Australians responded much as Floridians did to the shark-dragging and Destin cases in mid-February 2018, after park ranger Laeila Gardener found 14 dead sliteye sharks “mutilated and lined up in rows along the rock wall of a popular headland near the Queensland border of New South Wales,” reported Monica O’Shea for Daily Mail Australia.
The location was near the scene of a January 11, 2009 attack by a great white shark on surfer Jonathan “Jono” Beard, then a 31-year-old heavy equipment operator.
Beard, however, returned to surfing, and in a 2015 interview with Ryan Keen and Jack Houghton of Gold Coast Bulletin credited the attack with inspiring him to start his own company, Take A Bite Earthmoving.

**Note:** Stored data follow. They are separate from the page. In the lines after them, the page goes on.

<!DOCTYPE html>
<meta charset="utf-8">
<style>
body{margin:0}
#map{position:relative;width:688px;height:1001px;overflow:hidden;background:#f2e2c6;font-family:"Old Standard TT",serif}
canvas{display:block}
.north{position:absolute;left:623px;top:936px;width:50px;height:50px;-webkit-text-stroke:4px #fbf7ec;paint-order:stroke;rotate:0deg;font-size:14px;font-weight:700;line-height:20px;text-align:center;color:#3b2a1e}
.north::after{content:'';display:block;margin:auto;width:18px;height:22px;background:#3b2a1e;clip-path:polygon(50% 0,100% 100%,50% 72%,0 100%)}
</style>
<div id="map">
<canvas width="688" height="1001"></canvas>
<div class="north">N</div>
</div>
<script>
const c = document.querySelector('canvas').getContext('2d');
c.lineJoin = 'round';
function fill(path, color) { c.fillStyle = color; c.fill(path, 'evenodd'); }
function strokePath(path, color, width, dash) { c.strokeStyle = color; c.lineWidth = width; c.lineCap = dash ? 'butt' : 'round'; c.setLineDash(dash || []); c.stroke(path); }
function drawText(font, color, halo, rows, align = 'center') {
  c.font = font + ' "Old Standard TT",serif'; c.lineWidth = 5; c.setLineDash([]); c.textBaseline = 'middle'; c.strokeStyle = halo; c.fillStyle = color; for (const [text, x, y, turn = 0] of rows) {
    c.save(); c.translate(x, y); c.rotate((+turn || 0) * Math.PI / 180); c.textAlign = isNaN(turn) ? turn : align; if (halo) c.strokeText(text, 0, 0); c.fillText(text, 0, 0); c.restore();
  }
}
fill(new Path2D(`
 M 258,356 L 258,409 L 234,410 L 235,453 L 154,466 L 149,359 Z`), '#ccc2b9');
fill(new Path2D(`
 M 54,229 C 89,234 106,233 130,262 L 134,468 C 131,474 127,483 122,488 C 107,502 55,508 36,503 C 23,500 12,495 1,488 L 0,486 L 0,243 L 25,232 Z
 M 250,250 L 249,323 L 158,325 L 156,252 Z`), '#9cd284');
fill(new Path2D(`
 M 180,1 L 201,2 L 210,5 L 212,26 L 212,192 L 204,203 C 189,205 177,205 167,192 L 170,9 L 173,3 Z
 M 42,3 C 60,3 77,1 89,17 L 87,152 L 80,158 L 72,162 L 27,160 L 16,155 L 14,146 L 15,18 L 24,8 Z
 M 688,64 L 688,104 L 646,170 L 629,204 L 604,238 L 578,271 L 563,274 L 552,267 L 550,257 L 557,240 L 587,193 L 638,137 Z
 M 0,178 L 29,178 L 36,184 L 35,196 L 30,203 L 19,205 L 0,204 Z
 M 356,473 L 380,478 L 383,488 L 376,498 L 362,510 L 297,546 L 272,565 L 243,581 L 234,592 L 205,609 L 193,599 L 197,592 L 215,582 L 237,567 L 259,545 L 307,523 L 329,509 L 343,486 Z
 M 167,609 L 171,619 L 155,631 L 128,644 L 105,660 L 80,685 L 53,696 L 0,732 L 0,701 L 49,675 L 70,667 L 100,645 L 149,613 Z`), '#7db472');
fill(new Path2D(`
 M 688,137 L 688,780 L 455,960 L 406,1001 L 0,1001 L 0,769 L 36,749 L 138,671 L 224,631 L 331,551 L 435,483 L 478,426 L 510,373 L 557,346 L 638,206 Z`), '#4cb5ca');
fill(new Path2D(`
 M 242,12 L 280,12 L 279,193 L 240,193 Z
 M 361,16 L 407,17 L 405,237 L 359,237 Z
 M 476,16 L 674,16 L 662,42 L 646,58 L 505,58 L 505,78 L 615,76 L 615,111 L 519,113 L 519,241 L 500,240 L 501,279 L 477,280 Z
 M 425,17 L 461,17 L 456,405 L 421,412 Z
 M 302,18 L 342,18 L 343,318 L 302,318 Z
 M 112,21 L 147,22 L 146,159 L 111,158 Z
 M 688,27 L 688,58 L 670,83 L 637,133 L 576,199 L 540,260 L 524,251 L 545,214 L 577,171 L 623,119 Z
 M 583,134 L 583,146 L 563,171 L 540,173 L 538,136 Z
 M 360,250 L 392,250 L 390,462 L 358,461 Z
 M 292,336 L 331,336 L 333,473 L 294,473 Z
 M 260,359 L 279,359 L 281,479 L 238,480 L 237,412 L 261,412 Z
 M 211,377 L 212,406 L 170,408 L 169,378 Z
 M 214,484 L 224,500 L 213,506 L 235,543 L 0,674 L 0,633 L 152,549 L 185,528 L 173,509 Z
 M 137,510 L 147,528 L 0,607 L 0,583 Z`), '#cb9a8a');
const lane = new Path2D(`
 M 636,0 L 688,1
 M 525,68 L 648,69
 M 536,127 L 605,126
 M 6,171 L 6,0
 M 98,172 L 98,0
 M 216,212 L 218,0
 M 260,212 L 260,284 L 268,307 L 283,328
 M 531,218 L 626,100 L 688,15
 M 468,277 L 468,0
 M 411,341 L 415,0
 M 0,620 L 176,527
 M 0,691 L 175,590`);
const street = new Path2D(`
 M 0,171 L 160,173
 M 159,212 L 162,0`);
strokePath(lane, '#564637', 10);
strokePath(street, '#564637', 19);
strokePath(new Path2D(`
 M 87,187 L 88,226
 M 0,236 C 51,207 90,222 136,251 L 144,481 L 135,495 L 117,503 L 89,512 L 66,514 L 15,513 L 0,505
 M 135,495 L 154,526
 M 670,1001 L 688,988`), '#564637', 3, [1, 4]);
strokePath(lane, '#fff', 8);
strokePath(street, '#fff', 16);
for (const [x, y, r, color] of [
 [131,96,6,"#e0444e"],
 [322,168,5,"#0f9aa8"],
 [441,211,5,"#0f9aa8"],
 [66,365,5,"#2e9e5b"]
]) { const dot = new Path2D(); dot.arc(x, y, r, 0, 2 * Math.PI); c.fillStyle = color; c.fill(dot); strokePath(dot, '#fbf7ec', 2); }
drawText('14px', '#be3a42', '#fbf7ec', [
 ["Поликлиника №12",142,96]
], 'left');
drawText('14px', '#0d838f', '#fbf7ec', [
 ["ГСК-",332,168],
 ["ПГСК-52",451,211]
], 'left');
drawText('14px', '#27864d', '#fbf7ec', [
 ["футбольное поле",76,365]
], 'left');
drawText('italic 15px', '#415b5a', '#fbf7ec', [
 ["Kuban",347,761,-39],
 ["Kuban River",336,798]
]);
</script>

But increased sympathy for sharks has not, as yet, extended to other fish.
Hardly anyone raised a voice in protest when, on the same day that the Destin killing of cownose rays made local headlines, the Missouri Department of Conservation, U.S. Geological Survey, U.S. Fish and Wildlife Service and the St. Louis County parks department jointly boasted of having netted and killed an estimated 47,000 Asian carp who were washed into Creve Cour Lake near St. Louis by flooding about 10 years earlier, and were trapped there when the floodwater receded.
The Asian carp were “crowding out sport fish like crappie,” wrote Matt Campbell of the Kansas City Star. “They were even leaping out of the water and striking people.
“Officials think they were successful in removing about 85% of the carp from the lake,” Campbell continued. “They are not worried about the remaining fish again taking over because Asian carp require flowing waters, like the Missouri and Mississippi rivers, for their eggs to hatch. All the carp rounded up were adults. So the remaining population will eventually die out,” at least in theory.